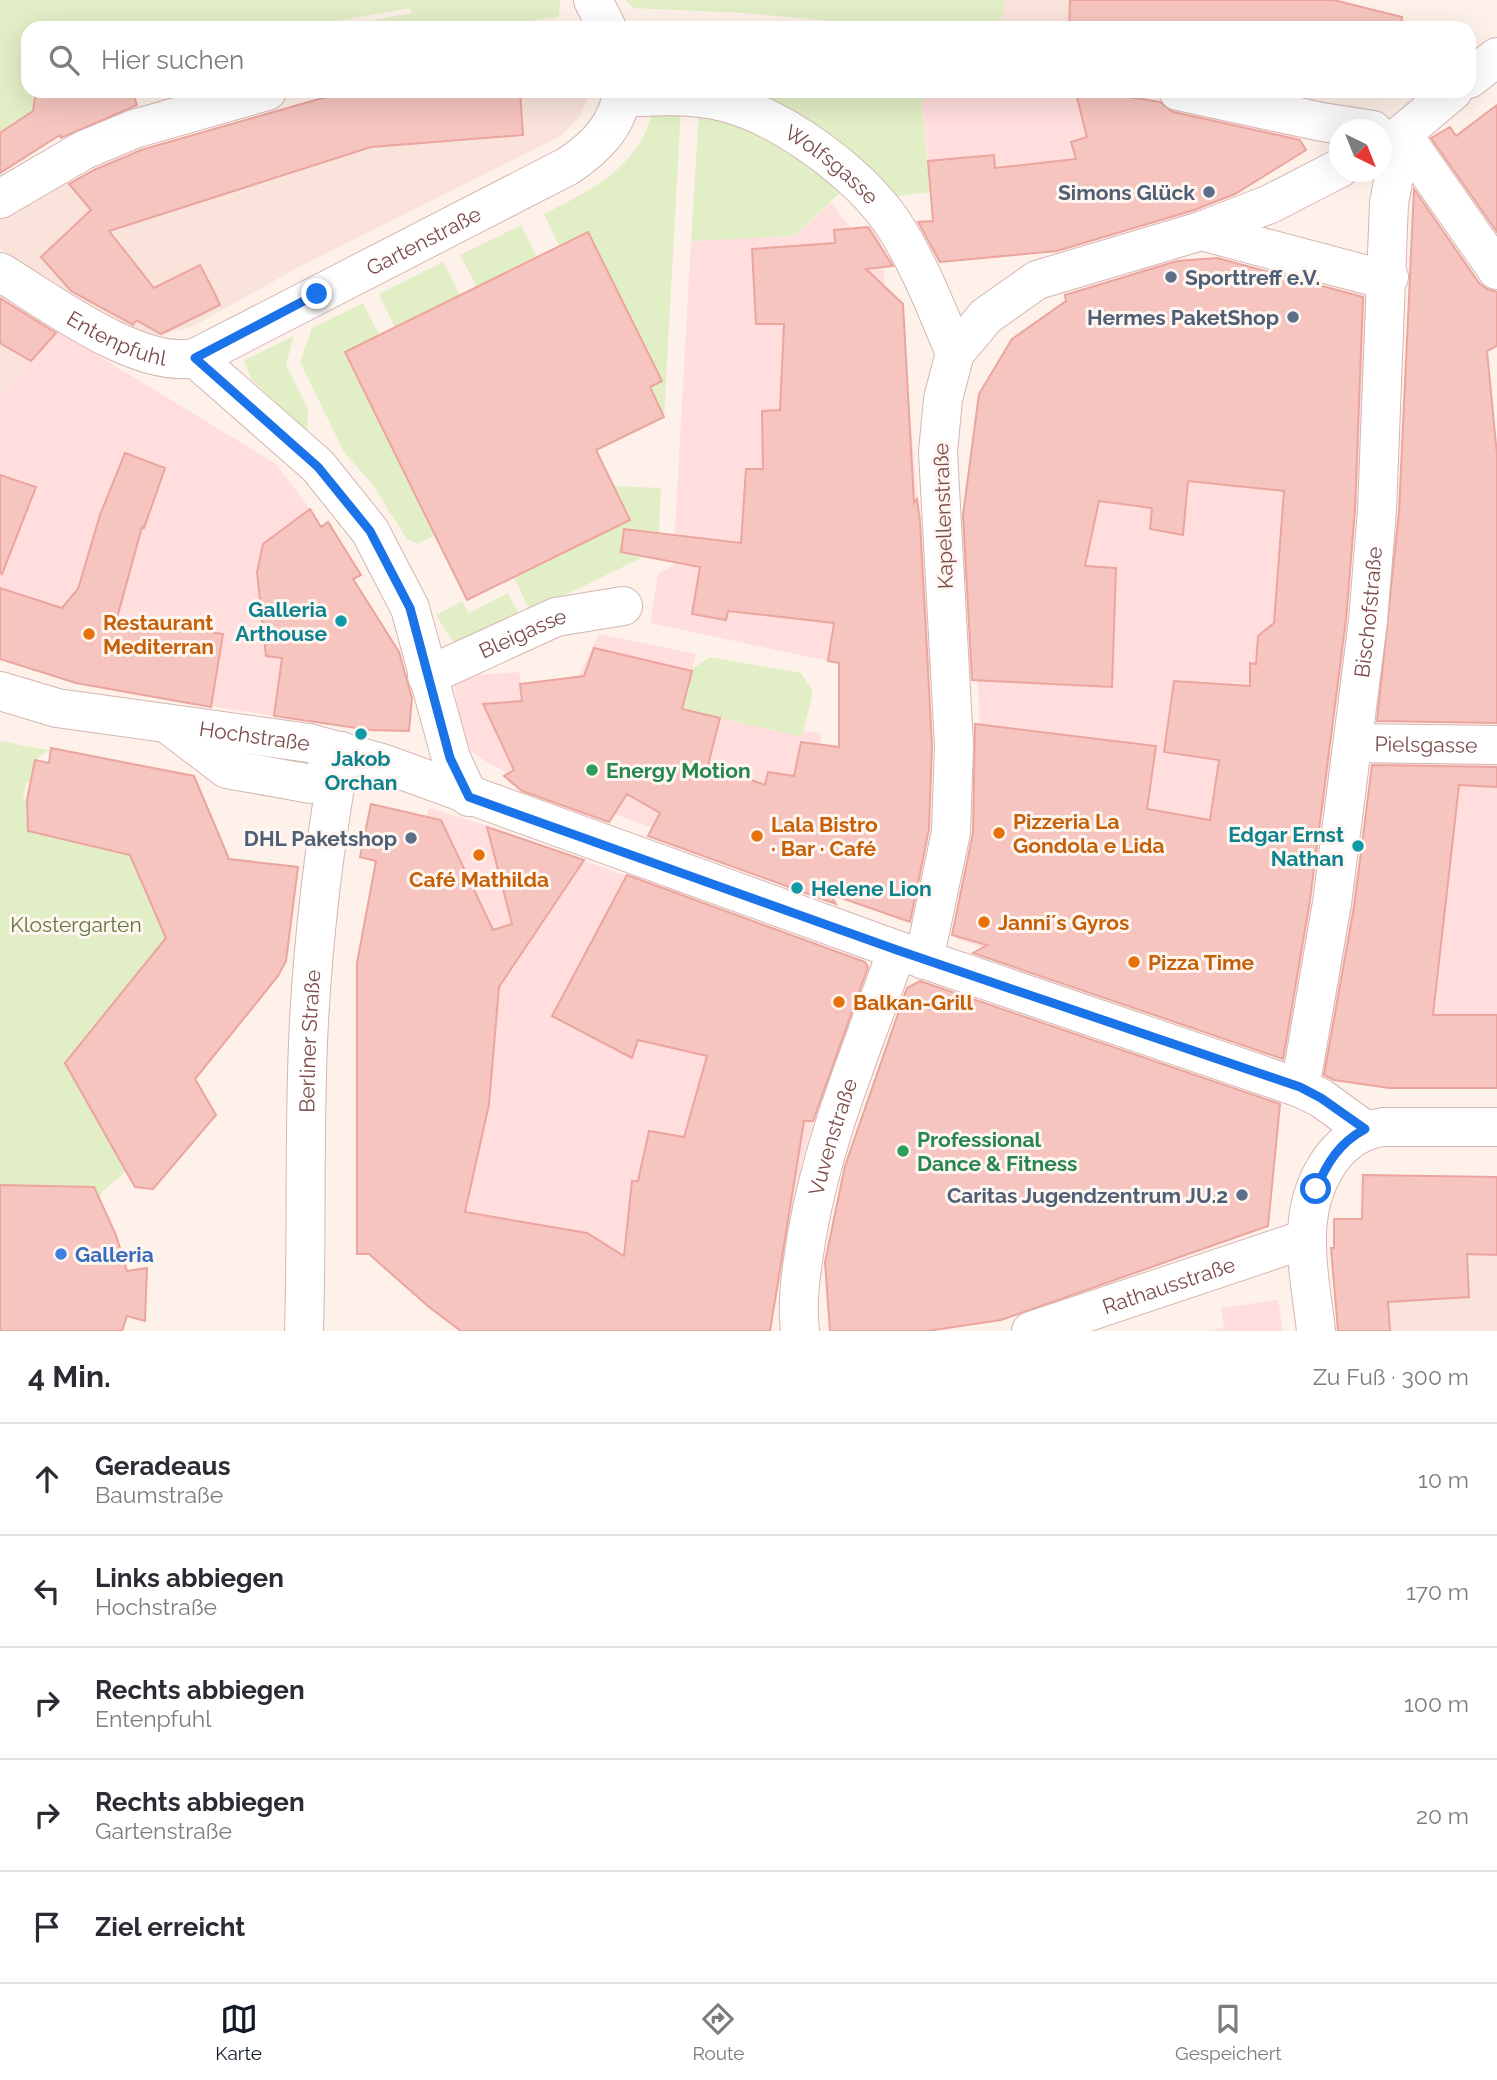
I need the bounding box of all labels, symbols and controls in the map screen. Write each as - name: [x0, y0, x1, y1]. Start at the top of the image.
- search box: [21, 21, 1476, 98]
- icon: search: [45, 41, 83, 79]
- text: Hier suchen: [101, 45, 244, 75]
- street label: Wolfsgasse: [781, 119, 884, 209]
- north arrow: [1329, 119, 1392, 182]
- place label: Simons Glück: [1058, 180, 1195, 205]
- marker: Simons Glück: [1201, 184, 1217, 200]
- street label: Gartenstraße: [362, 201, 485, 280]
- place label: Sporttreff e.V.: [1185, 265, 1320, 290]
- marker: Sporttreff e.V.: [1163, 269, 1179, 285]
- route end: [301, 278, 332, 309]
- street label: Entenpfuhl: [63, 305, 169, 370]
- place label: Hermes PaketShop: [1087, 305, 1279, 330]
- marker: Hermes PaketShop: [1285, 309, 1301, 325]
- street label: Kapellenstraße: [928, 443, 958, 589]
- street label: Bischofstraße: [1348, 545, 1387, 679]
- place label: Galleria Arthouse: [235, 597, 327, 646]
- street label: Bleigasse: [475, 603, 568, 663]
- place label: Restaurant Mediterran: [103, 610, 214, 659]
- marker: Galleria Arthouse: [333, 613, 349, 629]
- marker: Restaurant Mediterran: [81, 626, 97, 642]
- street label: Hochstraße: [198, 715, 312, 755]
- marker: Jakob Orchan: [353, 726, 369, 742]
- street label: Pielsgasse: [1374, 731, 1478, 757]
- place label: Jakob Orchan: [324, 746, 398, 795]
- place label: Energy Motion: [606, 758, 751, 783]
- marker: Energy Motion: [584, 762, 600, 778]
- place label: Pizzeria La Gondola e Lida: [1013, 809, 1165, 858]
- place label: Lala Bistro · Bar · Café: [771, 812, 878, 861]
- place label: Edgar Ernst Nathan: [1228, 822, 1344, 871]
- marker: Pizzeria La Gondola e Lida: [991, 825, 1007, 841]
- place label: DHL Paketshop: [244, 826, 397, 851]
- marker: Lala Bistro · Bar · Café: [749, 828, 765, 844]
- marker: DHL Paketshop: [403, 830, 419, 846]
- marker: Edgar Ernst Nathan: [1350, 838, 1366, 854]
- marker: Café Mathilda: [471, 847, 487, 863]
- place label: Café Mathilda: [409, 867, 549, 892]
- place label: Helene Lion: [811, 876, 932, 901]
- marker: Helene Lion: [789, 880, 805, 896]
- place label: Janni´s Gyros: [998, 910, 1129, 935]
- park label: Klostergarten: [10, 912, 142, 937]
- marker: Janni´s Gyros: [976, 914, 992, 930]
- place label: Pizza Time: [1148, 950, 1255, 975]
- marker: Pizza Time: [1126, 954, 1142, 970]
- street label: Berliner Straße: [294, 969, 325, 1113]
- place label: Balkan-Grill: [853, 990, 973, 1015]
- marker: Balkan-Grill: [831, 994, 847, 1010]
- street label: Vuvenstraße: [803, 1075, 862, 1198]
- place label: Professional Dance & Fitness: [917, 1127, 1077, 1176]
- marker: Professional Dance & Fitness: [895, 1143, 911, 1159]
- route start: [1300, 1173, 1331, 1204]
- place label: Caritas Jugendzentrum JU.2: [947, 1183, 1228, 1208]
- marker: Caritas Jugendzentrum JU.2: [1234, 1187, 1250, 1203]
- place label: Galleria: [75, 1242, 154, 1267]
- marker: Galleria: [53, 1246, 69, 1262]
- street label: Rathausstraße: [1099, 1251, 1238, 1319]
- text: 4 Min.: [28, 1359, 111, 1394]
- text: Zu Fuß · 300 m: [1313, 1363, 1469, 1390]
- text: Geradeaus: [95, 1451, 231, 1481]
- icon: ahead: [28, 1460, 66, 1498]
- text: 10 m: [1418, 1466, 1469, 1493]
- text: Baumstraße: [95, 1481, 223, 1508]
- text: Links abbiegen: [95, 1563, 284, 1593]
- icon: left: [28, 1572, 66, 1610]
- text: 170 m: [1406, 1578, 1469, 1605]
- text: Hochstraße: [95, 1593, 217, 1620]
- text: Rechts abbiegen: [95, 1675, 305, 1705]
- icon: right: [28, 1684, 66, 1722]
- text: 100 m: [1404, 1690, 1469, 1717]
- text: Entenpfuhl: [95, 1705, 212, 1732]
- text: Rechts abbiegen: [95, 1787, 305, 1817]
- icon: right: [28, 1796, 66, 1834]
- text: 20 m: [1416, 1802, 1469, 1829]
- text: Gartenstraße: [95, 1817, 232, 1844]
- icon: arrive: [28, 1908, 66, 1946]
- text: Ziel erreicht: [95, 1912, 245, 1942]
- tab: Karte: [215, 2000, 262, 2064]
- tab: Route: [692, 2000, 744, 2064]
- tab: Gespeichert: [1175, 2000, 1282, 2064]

__EXERCISE DESCRIPTION__
Pictures are not part of the copy. Restate everything else in the listing word for word.

__EXERCISE ANSWER__
I need the bounding box of all labels, symbols and controls in the map screen. Write each as - name: [x0, y0, x1, y1]. Start at the top of the image.
- search box: [21, 21, 1476, 98]
- icon: search: [45, 41, 83, 79]
- text: Hier suchen: [101, 45, 244, 75]
- street label: Wolfsgasse: [781, 119, 884, 209]
- north arrow: [1329, 119, 1392, 182]
- place label: Simons Glück: [1058, 180, 1195, 205]
- marker: Simons Glück: [1201, 184, 1217, 200]
- street label: Gartenstraße: [362, 201, 485, 280]
- place label: Sporttreff e.V.: [1185, 265, 1320, 290]
- marker: Sporttreff e.V.: [1163, 269, 1179, 285]
- route end: [301, 278, 332, 309]
- street label: Entenpfuhl: [63, 305, 169, 370]
- place label: Hermes PaketShop: [1087, 305, 1279, 330]
- marker: Hermes PaketShop: [1285, 309, 1301, 325]
- street label: Kapellenstraße: [928, 443, 958, 589]
- street label: Bischofstraße: [1348, 545, 1387, 679]
- place label: Galleria Arthouse: [235, 597, 327, 646]
- street label: Bleigasse: [475, 603, 568, 663]
- place label: Restaurant Mediterran: [103, 610, 214, 659]
- marker: Galleria Arthouse: [333, 613, 349, 629]
- marker: Restaurant Mediterran: [81, 626, 97, 642]
- street label: Hochstraße: [198, 715, 312, 755]
- marker: Jakob Orchan: [353, 726, 369, 742]
- street label: Pielsgasse: [1374, 731, 1478, 757]
- place label: Jakob Orchan: [324, 746, 398, 795]
- place label: Energy Motion: [606, 758, 751, 783]
- marker: Energy Motion: [584, 762, 600, 778]
- place label: Pizzeria La Gondola e Lida: [1013, 809, 1165, 858]
- place label: Lala Bistro · Bar · Café: [771, 812, 878, 861]
- place label: Edgar Ernst Nathan: [1228, 822, 1344, 871]
- marker: Pizzeria La Gondola e Lida: [991, 825, 1007, 841]
- place label: DHL Paketshop: [244, 826, 397, 851]
- marker: Lala Bistro · Bar · Café: [749, 828, 765, 844]
- marker: DHL Paketshop: [403, 830, 419, 846]
- marker: Edgar Ernst Nathan: [1350, 838, 1366, 854]
- marker: Café Mathilda: [471, 847, 487, 863]
- place label: Café Mathilda: [409, 867, 549, 892]
- place label: Helene Lion: [811, 876, 932, 901]
- marker: Helene Lion: [789, 880, 805, 896]
- place label: Janni´s Gyros: [998, 910, 1129, 935]
- park label: Klostergarten: [10, 912, 142, 937]
- marker: Janni´s Gyros: [976, 914, 992, 930]
- place label: Pizza Time: [1148, 950, 1255, 975]
- marker: Pizza Time: [1126, 954, 1142, 970]
- street label: Berliner Straße: [294, 969, 325, 1113]
- place label: Balkan-Grill: [853, 990, 973, 1015]
- marker: Balkan-Grill: [831, 994, 847, 1010]
- street label: Vuvenstraße: [803, 1075, 862, 1198]
- place label: Professional Dance & Fitness: [917, 1127, 1077, 1176]
- marker: Professional Dance & Fitness: [895, 1143, 911, 1159]
- route start: [1300, 1173, 1331, 1204]
- place label: Caritas Jugendzentrum JU.2: [947, 1183, 1228, 1208]
- marker: Caritas Jugendzentrum JU.2: [1234, 1187, 1250, 1203]
- place label: Galleria: [75, 1242, 154, 1267]
- marker: Galleria: [53, 1246, 69, 1262]
- street label: Rathausstraße: [1099, 1251, 1238, 1319]
- text: 4 Min.: [28, 1359, 111, 1394]
- text: Zu Fuß · 300 m: [1313, 1363, 1469, 1390]
- text: Geradeaus: [95, 1451, 231, 1481]
- icon: ahead: [28, 1460, 66, 1498]
- text: 10 m: [1418, 1466, 1469, 1493]
- text: Baumstraße: [95, 1481, 223, 1508]
- text: Links abbiegen: [95, 1563, 284, 1593]
- icon: left: [28, 1572, 66, 1610]
- text: 170 m: [1406, 1578, 1469, 1605]
- text: Hochstraße: [95, 1593, 217, 1620]
- text: Rechts abbiegen: [95, 1675, 305, 1705]
- icon: right: [28, 1684, 66, 1722]
- text: 100 m: [1404, 1690, 1469, 1717]
- text: Entenpfuhl: [95, 1705, 212, 1732]
- text: Rechts abbiegen: [95, 1787, 305, 1817]
- icon: right: [28, 1796, 66, 1834]
- text: 20 m: [1416, 1802, 1469, 1829]
- text: Gartenstraße: [95, 1817, 232, 1844]
- icon: arrive: [28, 1908, 66, 1946]
- text: Ziel erreicht: [95, 1912, 245, 1942]
- tab: Karte: [215, 2000, 262, 2064]
- tab: Route: [692, 2000, 744, 2064]
- tab: Gespeichert: [1175, 2000, 1282, 2064]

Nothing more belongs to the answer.